I’ve been wanting to do a blog post but I really haven’t had anything to post about except my mixed and crazy emotions that are hitting me off and on since Gabie’s birthday is coming up. Really I’d probably just whine and boob about how I want to be celebrating his birthday like a normal 3rd birthday and I’m sad that we can’t do that. So I’m not going to whine and boob because I’m thankful for the opportunity we have to do a service for Gabie’s 3rd birthday if we can’t have him here what a better way to celebrate his birth than serving others. I’m getting scared(emotionally) and excited for his upcoming birthday.

Today I’m going to blog about my baby brother a little. I really do not have a lot to say except I’m super proud of him and so excited to have another beautiful sister (in – law). I can’t wait to get to know Sam better. I feel like if we hadn’t moved it’d be much easier to get to know her since we could’ve had them over for dinner and games. But I suppose I’ll just have to work harder to see them and get to know them now since we live 3 hours away.

Ben and Sam had their reception on January 6th and it was a beautiful reception. My mom and sister in laws and Sam and her sister put the entire thing together and did a wonderful job. I was sad not to be able to help more but Sam did ask me to make some sweet bread. Although they all didn’t turn out as perfect as I would’ve liked, the coconut bread was a hit with Sam which made me very happy to have pleased her. Mom told her I had been feeling left out and would love to help. I hope she knows just how much it meant to me for her to call and ask me to help. It’s been hard being the oldest child and wanting to be involved in everything and not being close enough to be of help. I love to serve my sibling when I can and was very sad this time around that I wasn’t close enough to do much. So thank you Sam for asking and letting me pitch in.

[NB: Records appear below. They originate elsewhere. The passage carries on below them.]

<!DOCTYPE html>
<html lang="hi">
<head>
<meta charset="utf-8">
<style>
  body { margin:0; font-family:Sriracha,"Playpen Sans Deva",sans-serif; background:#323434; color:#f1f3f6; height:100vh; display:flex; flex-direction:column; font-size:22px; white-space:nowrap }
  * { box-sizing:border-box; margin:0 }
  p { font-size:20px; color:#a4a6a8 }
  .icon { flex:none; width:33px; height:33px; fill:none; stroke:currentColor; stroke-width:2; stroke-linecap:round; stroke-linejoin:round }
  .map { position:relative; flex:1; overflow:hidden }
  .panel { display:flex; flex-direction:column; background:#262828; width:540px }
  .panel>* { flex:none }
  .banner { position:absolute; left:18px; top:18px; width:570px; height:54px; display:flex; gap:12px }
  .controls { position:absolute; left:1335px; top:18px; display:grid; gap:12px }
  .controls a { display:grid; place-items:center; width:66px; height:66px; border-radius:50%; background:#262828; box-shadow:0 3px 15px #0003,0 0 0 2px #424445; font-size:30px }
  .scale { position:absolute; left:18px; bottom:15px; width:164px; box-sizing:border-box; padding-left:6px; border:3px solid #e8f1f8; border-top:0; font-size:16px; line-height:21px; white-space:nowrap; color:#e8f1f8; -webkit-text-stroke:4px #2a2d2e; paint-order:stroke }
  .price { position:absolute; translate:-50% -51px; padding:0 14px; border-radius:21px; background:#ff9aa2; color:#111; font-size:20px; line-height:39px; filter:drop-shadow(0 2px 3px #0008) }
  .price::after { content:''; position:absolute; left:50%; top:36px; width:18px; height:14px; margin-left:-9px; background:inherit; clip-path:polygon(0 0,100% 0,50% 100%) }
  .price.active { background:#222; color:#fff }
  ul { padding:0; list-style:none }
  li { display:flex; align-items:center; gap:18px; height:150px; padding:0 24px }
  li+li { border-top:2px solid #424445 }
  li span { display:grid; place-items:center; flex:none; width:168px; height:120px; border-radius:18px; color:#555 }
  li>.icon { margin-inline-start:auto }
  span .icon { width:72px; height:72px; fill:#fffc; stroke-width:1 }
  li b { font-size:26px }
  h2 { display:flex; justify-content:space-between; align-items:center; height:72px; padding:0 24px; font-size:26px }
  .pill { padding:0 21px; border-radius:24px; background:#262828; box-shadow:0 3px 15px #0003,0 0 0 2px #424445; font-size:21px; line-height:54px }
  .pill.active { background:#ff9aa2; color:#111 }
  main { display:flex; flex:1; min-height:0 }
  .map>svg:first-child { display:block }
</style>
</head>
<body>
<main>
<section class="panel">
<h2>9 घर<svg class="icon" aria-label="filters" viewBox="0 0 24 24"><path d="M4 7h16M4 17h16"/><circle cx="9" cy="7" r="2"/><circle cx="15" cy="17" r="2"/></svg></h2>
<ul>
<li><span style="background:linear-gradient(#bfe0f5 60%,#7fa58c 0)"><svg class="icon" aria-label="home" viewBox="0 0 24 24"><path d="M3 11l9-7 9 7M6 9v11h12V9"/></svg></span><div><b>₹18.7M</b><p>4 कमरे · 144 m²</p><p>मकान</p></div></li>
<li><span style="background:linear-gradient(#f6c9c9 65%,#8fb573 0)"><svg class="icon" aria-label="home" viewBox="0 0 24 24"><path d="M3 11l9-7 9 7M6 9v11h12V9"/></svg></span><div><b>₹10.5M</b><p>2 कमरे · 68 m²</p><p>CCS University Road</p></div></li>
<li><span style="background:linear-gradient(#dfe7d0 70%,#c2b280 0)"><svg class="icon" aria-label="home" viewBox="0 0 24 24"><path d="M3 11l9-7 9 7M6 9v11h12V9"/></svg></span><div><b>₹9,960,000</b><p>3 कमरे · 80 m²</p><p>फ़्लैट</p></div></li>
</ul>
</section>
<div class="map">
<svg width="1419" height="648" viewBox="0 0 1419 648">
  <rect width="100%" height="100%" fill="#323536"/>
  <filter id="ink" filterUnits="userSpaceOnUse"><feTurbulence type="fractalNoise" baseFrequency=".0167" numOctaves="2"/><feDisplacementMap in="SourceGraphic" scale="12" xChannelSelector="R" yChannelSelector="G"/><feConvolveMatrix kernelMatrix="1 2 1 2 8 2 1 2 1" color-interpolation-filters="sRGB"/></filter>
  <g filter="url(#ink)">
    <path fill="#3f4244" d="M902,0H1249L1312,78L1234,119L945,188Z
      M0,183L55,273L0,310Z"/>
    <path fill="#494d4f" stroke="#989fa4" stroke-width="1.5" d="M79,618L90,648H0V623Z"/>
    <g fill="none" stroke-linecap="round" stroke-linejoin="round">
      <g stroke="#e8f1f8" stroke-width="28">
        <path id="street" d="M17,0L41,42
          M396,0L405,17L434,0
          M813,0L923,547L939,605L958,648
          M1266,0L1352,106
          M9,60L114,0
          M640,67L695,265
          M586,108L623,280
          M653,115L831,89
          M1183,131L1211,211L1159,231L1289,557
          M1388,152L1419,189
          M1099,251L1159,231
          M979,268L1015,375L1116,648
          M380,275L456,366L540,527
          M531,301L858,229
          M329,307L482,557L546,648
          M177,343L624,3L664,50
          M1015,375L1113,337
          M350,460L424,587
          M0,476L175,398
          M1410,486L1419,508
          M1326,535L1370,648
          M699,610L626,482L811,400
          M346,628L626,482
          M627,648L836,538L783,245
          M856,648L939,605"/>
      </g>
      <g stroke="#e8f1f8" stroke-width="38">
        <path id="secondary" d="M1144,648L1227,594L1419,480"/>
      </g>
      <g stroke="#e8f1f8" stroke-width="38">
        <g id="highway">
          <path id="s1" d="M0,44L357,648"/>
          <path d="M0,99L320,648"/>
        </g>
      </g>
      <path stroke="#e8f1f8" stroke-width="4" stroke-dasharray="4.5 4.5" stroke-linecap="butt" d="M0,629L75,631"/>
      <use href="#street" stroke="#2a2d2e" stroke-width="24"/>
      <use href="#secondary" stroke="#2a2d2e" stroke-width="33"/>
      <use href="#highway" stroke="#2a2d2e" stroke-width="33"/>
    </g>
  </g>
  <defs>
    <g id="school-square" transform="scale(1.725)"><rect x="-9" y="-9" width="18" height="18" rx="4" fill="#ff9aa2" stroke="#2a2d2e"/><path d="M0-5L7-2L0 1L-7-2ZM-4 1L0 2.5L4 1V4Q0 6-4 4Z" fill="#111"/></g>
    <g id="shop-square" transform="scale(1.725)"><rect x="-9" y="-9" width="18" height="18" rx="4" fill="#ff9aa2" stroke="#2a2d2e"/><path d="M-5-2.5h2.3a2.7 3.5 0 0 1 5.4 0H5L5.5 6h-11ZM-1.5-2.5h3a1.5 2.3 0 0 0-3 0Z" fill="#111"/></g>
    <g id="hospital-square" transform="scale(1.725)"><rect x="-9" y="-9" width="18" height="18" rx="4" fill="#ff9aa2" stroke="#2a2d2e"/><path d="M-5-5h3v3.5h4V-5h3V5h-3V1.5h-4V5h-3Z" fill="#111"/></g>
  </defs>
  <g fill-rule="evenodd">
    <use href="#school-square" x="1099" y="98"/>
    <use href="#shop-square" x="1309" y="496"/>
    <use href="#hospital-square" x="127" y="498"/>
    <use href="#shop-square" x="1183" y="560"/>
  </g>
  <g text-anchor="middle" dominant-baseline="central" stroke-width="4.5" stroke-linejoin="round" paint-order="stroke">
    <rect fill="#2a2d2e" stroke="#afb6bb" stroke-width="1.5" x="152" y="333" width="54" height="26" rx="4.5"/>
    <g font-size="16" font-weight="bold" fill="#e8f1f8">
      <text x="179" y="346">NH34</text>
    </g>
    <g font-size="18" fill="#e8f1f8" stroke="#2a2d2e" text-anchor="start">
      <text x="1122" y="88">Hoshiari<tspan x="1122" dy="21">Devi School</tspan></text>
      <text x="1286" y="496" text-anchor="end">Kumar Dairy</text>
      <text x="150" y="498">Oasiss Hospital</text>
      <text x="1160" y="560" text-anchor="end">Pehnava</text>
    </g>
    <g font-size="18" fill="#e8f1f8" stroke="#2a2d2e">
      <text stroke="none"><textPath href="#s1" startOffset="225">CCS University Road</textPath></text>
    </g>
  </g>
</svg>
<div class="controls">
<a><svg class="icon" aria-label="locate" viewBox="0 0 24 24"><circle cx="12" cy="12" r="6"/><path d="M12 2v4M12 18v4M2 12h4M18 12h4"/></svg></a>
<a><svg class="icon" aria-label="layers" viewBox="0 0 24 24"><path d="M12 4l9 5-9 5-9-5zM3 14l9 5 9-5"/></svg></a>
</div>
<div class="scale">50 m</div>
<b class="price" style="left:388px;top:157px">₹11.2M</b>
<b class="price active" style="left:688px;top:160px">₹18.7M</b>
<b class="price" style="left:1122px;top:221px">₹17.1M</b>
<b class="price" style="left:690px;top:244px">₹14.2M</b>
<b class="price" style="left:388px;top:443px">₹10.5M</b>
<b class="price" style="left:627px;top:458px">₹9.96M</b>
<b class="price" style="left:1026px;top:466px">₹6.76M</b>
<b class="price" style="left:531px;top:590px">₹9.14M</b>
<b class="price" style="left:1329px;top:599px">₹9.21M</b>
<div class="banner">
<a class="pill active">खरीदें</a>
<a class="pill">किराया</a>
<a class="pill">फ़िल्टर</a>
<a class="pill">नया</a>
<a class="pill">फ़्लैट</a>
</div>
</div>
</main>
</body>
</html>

Their reception was held at the Swan Lake LDS Church house and it was a very nice evening. Here are some pictures of the night. There are some silly pictures of me and my brothers, I just really do adore all my little brothers and will hug and kiss them any chance I get. I always want them and their wives to know how much I Love them. Also a very silly picture of my dad which shows his true personality when he’s in a good mood. I love that Chet caught it on camera.

Monday, January 9, 2012

A New Saville…

Congratulations to Steven and Kayla, today they brought a new baby boy into the world.
Welcoming Jake Merrill Saville born 1/9/12 weighing 7lbs 4oz and 19.5 inches long.